We started walking to the gear shop in town, and thankfully, all of this so far has been a part of the trail, or at least, part of an alternate.. “Little Walnut Alternate.” I ended up getting new shoes from the gear store-Topos-since my Altras are literally already falling apart and my blisters are only seemingly getting worse. These Topos felt really comfortable in the store, a better fit overall compared to the Altras. Fingers crossed tight that they stay great! 

The guy at the store was wonderful, he gave me a tiny tube of super glue and some Velcro so I can make my gaiters stick to my new shoes. (I’m about to do that right now). We left the store and continued on Little Walnut, all the way to the Gila National Forest picnic sight. We had lunch, stretched, froze in the shade and wind and started sweating in the sunshine.. ohhhhh the perks of no humidity!

We had 7.5 miles at least to go, so we hiked out of the picnic area around 2:30pm. The trail hit the official Gila Alternate Trail (pronounced like Heelah) which basically was the continuation of the dirt road we were already on. It meandered through the forest, a few trucks went by us, the wind blew. It was really nice. And then the trail turned onto a forest service road. Whoever made this thing, clearly loved riding his ATV up and down and all around..  because this road/trail was a steep mess. Very loose sandy rocks, big ruts, steep inclines and even steeper declines. 

Once we made it to the spot we hoped our first “naturally running” water on trail would be.. our hopes were smashed as the riverbed was bone dry. The even sadder part: there was great camping right there, too! We checked our app, and according to the recent comments there would either be water in half a mile or a full mile away. Onwards we walked.
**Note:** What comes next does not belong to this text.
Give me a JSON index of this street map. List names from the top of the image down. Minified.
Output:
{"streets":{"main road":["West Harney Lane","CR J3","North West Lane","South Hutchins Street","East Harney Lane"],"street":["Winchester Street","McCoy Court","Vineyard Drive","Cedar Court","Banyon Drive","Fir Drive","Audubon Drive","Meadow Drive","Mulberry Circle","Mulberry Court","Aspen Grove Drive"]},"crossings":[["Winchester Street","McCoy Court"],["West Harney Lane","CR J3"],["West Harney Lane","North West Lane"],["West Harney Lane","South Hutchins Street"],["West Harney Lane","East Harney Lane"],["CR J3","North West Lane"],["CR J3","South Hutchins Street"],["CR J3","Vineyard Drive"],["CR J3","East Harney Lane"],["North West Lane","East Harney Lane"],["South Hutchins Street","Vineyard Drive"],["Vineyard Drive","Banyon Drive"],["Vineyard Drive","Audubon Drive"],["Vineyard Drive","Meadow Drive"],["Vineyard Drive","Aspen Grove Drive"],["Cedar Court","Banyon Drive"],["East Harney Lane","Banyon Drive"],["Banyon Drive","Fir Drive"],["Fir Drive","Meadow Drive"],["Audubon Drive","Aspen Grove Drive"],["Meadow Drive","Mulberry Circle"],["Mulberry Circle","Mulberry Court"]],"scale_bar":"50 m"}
At the half mile mark, I decided to go down the bank and check-so many comments said “dry” while others right after would say “plenty of water here.” And there was good camping, too. There was a large pool of water, covered in algae of course. First “natural” water on trail, but definitely not flowing water! I was able to scoop 2 liters into my CNOC bag, even though it was nasty with lots of floaters in it.. and creepily 2 little swimmers. Thankfully, the filter works pure magic, because none of the gross stuff made it into my water bottles!

We set up our tents and had dinner.. potatoes, woo. While we were chatting, we heard some crashing about down near the water. I went to investigate: cows! I think they’re the same cows we scared earlier on trail.. they must have ran up this way. They sure are big ole skittish girls. That’s ok, though.. I was a big ole skittish girl when I first heard their crashing about! 

The sun is going to set behind the mountain, so it looks like we’ll be missing a cool sunset. It’s a little chilly and moths are absolutely all over my tent. I hope I don’t have to get out again tonight. My blisters are still rough, but the new shoes definitely seemed to not make them worse, maybe even helped some too, although I was limping some that last mile of hiking (also the reason I was determined to find water sooner rather than later-I didn’t want to walk any farther!). 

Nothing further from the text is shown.